_Work task:_ Every line in the records below with the string "overflow" needs to be copied out.

▶

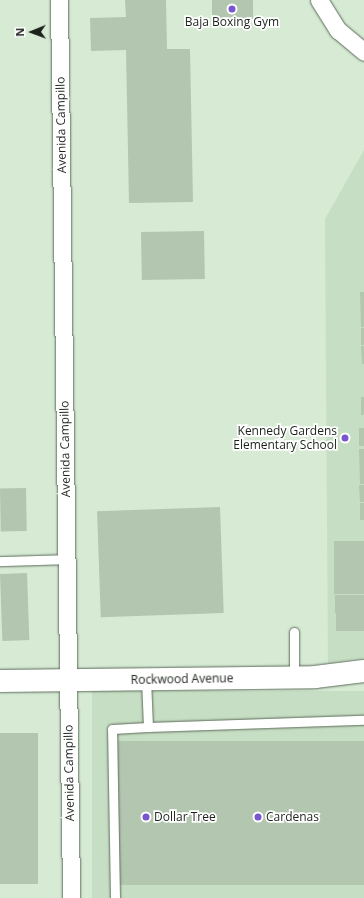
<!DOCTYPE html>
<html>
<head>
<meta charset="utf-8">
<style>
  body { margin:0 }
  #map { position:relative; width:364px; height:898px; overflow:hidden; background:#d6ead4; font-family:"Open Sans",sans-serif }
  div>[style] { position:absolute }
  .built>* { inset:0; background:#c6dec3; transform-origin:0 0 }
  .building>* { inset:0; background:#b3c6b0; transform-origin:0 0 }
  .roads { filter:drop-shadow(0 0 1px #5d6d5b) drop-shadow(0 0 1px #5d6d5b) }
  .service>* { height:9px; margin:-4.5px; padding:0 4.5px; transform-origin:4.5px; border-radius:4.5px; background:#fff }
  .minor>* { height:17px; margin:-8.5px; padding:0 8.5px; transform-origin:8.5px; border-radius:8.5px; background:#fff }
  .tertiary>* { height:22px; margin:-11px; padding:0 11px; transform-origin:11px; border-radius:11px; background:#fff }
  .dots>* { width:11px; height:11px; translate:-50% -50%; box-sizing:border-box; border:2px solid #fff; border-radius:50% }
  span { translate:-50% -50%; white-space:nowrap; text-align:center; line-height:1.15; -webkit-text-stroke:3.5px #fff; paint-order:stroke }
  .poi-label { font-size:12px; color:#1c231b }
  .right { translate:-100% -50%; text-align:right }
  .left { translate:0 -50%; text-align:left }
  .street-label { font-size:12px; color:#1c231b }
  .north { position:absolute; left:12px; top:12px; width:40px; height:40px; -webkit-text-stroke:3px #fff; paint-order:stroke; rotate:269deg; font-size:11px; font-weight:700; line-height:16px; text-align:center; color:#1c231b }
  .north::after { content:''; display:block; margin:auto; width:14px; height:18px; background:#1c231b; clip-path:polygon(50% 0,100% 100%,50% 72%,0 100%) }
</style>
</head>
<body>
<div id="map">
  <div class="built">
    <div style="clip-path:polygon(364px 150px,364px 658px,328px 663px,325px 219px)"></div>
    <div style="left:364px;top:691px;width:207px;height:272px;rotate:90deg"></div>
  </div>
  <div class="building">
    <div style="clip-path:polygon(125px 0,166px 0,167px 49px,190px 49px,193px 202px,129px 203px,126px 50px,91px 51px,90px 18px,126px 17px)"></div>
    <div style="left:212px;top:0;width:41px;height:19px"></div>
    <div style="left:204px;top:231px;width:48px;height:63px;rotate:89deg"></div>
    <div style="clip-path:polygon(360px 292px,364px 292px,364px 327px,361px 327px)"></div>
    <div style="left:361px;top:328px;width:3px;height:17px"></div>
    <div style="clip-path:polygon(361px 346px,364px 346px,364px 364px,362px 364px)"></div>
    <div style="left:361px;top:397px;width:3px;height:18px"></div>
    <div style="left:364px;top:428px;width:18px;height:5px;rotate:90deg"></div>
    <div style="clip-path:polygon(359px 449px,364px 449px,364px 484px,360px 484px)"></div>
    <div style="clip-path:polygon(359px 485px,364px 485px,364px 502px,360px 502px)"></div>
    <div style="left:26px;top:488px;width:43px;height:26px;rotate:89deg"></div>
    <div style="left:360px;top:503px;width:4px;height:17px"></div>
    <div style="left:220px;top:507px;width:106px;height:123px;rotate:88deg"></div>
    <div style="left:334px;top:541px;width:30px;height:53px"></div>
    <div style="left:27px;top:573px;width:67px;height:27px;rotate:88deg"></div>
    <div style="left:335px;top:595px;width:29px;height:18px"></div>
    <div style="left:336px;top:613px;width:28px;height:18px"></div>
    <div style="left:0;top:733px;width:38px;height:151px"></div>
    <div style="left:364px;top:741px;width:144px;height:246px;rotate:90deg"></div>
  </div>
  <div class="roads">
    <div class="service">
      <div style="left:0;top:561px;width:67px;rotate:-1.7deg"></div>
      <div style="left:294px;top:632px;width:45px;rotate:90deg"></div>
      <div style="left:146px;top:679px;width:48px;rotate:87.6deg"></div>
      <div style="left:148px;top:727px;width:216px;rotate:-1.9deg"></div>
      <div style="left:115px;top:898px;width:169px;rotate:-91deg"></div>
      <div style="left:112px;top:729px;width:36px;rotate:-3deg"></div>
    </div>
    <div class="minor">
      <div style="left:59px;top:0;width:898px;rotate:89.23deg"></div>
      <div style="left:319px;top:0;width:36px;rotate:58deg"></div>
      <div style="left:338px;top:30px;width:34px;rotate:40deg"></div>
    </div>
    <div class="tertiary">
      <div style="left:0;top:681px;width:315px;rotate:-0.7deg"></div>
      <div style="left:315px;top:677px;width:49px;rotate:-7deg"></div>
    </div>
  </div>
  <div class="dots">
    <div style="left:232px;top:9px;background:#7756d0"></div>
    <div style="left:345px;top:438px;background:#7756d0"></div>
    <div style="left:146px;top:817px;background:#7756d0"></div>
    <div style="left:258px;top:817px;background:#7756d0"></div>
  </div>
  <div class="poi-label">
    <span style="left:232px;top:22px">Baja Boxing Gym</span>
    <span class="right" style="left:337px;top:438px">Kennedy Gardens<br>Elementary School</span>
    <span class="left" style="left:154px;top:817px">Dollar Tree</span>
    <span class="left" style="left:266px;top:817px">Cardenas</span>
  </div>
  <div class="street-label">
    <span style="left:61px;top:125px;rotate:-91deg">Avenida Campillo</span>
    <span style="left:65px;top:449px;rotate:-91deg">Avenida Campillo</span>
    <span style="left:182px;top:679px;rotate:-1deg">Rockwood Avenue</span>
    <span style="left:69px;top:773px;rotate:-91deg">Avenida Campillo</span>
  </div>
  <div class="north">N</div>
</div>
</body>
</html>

◀
▶

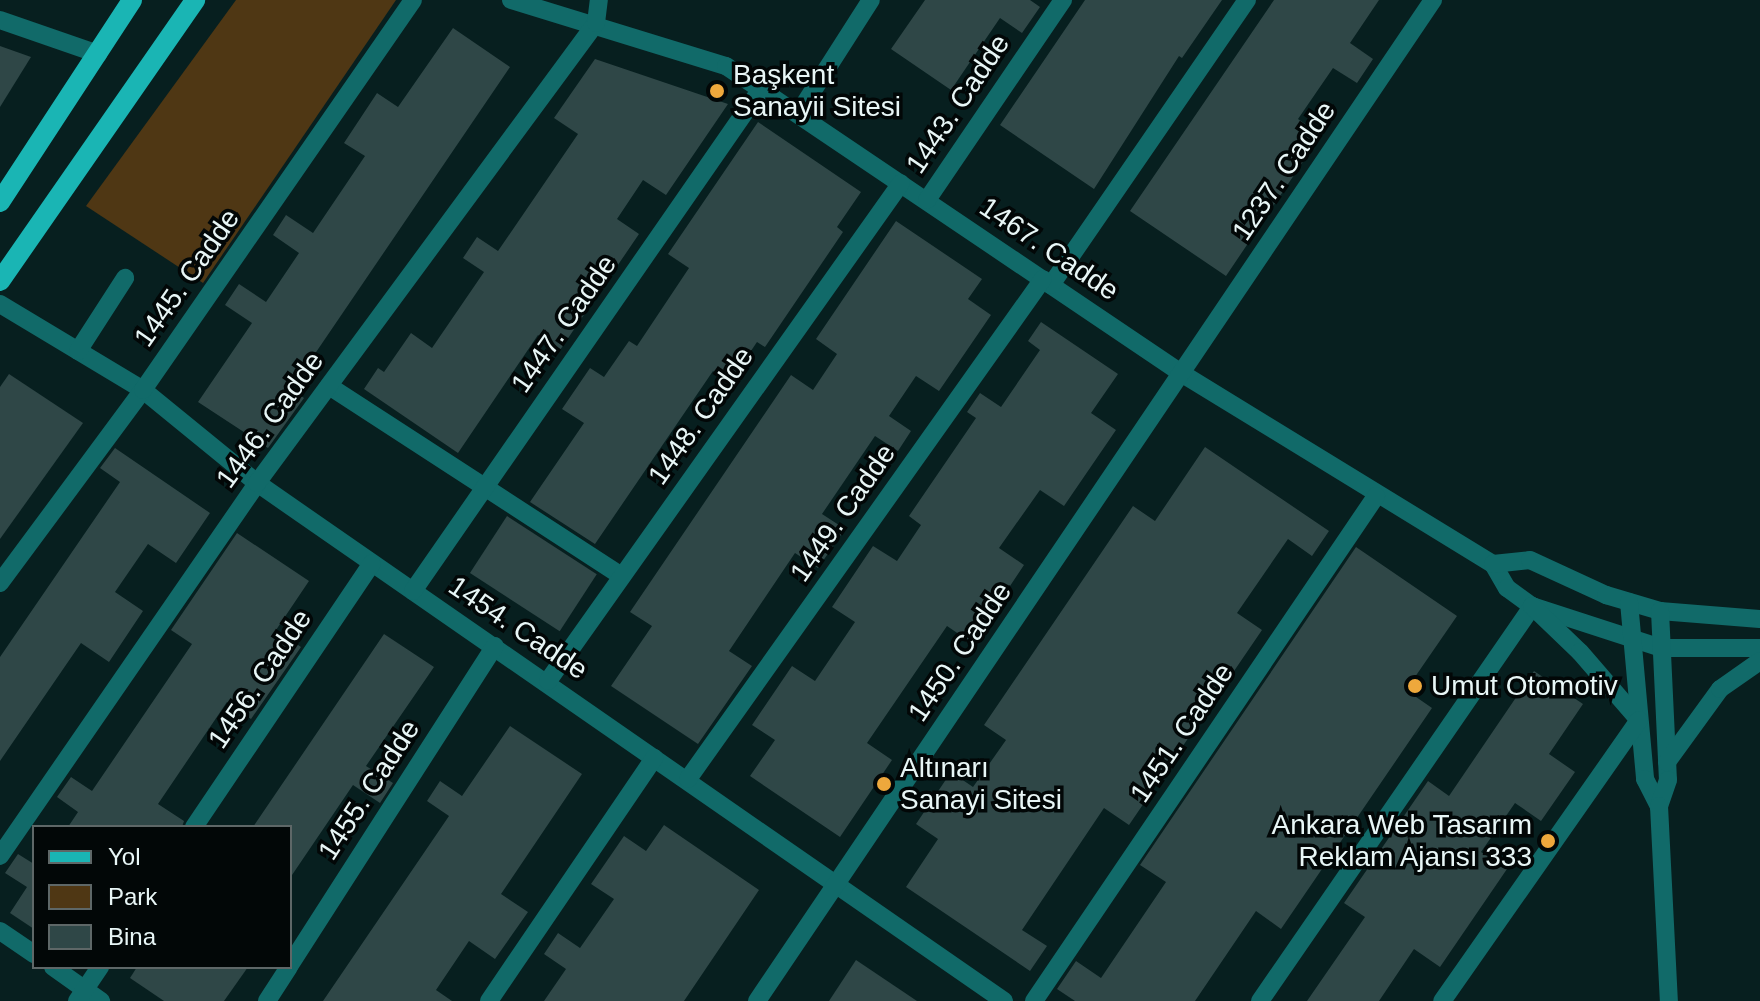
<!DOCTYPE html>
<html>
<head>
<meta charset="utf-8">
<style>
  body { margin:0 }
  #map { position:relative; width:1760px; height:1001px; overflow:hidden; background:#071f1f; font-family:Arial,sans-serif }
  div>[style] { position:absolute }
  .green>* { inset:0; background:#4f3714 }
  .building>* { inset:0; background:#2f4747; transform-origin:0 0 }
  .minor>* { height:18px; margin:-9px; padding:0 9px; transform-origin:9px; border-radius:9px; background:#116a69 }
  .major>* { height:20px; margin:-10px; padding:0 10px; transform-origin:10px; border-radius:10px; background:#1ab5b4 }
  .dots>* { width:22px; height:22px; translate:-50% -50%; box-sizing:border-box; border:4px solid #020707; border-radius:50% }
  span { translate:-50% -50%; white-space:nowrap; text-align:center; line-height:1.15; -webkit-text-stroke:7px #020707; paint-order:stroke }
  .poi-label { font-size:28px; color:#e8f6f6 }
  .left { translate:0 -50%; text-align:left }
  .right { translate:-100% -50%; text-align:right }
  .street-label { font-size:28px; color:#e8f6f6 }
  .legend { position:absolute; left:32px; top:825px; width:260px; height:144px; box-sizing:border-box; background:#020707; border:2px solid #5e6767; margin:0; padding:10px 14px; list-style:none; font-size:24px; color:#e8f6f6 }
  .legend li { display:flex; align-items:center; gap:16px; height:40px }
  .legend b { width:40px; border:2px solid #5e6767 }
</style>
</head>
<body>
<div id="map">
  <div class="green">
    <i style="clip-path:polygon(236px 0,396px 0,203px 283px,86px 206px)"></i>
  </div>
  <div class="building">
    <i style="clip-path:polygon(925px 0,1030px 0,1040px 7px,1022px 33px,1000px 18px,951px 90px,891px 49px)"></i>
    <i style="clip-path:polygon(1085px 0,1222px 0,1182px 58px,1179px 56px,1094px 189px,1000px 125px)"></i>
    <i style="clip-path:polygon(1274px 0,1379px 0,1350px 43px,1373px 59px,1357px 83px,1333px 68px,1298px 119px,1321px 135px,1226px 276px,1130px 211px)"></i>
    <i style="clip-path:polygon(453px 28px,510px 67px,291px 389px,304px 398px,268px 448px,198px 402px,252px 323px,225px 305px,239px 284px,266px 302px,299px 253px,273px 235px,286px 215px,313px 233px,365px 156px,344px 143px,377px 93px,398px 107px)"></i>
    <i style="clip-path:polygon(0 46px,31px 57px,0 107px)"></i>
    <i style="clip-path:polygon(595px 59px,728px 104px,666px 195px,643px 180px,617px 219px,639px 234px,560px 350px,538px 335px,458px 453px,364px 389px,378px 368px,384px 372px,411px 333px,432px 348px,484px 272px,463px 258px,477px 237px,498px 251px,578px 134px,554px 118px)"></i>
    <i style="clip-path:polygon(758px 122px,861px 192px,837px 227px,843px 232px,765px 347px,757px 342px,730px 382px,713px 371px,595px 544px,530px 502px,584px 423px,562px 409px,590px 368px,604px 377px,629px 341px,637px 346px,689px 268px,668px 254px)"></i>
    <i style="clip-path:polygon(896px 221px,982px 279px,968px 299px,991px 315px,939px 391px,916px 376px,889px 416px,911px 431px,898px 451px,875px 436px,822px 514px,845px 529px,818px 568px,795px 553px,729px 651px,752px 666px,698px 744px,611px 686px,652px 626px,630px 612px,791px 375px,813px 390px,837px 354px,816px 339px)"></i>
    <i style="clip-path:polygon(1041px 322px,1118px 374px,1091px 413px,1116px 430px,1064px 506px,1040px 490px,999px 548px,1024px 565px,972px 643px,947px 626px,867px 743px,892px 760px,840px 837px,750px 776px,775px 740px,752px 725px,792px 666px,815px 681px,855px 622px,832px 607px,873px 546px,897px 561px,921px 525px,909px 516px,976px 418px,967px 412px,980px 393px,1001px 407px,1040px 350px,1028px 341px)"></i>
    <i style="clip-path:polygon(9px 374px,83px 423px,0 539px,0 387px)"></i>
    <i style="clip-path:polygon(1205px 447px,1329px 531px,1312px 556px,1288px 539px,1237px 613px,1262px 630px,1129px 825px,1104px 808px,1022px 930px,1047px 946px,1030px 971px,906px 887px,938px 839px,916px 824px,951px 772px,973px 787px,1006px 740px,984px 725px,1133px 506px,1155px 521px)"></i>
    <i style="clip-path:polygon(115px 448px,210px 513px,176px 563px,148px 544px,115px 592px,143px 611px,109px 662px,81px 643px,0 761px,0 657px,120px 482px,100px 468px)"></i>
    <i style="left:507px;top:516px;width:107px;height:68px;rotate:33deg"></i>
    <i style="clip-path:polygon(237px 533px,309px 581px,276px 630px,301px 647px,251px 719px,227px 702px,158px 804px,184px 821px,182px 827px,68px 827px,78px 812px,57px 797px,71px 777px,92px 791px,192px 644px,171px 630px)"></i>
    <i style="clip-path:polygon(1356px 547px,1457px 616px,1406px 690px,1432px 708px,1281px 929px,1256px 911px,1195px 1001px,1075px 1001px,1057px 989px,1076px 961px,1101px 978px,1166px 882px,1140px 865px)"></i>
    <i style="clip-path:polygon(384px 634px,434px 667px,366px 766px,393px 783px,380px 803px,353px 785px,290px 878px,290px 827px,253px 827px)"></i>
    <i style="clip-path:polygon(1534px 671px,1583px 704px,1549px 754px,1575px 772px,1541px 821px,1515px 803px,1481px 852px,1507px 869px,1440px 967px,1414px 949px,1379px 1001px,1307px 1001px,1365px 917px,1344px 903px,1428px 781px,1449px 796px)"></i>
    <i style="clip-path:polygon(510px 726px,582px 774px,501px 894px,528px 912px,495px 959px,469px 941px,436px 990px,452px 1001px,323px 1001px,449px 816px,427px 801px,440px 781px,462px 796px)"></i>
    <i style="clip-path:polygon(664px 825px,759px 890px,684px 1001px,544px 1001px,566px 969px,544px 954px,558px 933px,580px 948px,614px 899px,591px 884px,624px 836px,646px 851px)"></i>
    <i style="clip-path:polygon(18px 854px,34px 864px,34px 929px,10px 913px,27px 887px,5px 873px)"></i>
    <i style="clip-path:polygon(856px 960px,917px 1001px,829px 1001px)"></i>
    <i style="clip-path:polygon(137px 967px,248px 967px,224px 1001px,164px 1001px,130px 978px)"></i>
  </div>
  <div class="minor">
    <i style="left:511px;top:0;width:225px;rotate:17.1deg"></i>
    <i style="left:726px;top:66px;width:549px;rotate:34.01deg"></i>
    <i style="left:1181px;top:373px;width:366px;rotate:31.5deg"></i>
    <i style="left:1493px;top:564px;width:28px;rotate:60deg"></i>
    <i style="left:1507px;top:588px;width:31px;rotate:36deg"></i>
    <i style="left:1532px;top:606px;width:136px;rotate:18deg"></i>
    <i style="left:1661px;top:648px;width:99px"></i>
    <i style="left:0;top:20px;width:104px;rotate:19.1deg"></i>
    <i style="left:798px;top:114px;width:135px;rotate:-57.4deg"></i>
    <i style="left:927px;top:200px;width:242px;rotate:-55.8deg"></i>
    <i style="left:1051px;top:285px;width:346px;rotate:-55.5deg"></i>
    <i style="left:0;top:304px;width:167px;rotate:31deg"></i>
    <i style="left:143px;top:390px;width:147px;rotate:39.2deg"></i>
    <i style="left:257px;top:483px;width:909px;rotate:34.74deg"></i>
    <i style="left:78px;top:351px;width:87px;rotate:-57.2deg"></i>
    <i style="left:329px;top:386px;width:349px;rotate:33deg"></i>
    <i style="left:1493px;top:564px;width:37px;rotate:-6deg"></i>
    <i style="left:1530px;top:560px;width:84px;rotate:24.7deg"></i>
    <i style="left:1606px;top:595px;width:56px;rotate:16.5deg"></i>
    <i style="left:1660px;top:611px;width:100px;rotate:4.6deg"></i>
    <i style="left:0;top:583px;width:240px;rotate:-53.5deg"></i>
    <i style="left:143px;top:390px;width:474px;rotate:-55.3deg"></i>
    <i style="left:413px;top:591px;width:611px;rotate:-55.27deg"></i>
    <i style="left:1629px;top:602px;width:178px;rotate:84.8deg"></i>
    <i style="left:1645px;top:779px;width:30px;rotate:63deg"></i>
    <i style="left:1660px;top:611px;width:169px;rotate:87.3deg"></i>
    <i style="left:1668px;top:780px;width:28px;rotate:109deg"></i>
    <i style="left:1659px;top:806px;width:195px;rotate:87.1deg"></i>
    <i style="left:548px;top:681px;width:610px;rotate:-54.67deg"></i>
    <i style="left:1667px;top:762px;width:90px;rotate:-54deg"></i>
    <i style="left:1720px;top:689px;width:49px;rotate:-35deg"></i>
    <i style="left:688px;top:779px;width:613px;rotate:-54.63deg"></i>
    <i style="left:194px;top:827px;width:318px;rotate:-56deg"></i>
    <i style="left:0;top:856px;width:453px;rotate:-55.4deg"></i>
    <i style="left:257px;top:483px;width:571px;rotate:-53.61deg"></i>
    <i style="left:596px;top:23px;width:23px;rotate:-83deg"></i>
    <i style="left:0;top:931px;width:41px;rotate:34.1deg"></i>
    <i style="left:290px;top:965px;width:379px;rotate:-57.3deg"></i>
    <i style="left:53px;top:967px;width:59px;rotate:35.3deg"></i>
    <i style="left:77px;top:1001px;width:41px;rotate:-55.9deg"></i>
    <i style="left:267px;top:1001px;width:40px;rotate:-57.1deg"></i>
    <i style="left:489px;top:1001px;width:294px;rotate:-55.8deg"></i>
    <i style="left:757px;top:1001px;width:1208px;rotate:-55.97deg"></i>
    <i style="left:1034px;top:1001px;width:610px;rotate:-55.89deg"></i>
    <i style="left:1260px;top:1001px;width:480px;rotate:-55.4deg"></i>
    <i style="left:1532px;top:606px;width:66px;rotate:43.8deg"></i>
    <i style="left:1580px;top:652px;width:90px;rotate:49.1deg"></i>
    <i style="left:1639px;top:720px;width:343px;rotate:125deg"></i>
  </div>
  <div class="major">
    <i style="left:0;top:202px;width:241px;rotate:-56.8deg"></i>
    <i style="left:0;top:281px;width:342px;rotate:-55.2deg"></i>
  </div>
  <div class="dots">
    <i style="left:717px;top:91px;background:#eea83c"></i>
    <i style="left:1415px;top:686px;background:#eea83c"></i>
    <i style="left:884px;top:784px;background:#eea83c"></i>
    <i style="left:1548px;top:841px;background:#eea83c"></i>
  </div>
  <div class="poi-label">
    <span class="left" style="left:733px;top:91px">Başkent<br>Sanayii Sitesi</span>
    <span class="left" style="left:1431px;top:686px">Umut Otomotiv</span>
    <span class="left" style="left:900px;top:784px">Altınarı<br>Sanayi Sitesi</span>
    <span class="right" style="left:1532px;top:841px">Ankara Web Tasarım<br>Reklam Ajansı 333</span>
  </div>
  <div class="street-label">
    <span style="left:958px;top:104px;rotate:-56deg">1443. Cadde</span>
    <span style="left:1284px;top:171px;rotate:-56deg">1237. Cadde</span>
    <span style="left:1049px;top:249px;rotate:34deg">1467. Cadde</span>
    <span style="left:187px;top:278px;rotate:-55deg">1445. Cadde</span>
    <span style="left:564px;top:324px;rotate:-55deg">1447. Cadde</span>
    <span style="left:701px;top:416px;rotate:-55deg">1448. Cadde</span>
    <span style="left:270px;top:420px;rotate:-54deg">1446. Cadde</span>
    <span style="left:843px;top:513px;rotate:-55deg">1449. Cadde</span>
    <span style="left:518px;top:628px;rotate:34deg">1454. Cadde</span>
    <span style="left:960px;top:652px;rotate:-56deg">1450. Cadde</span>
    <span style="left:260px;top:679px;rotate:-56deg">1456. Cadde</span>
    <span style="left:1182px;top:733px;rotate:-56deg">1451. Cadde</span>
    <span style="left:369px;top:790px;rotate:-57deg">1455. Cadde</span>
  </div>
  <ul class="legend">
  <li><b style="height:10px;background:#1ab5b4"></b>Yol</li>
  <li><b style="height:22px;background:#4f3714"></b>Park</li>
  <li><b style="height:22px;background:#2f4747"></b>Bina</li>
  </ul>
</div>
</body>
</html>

◀

_Reply to the exercise:_
  #map { position:relative; width:364px; height:898px; overflow:hidden; background:#d6ead4; font-family:"Open Sans",sans-serif }
  #map { position:relative; width:1760px; height:1001px; overflow:hidden; background:#071f1f; font-family:Arial,sans-serif }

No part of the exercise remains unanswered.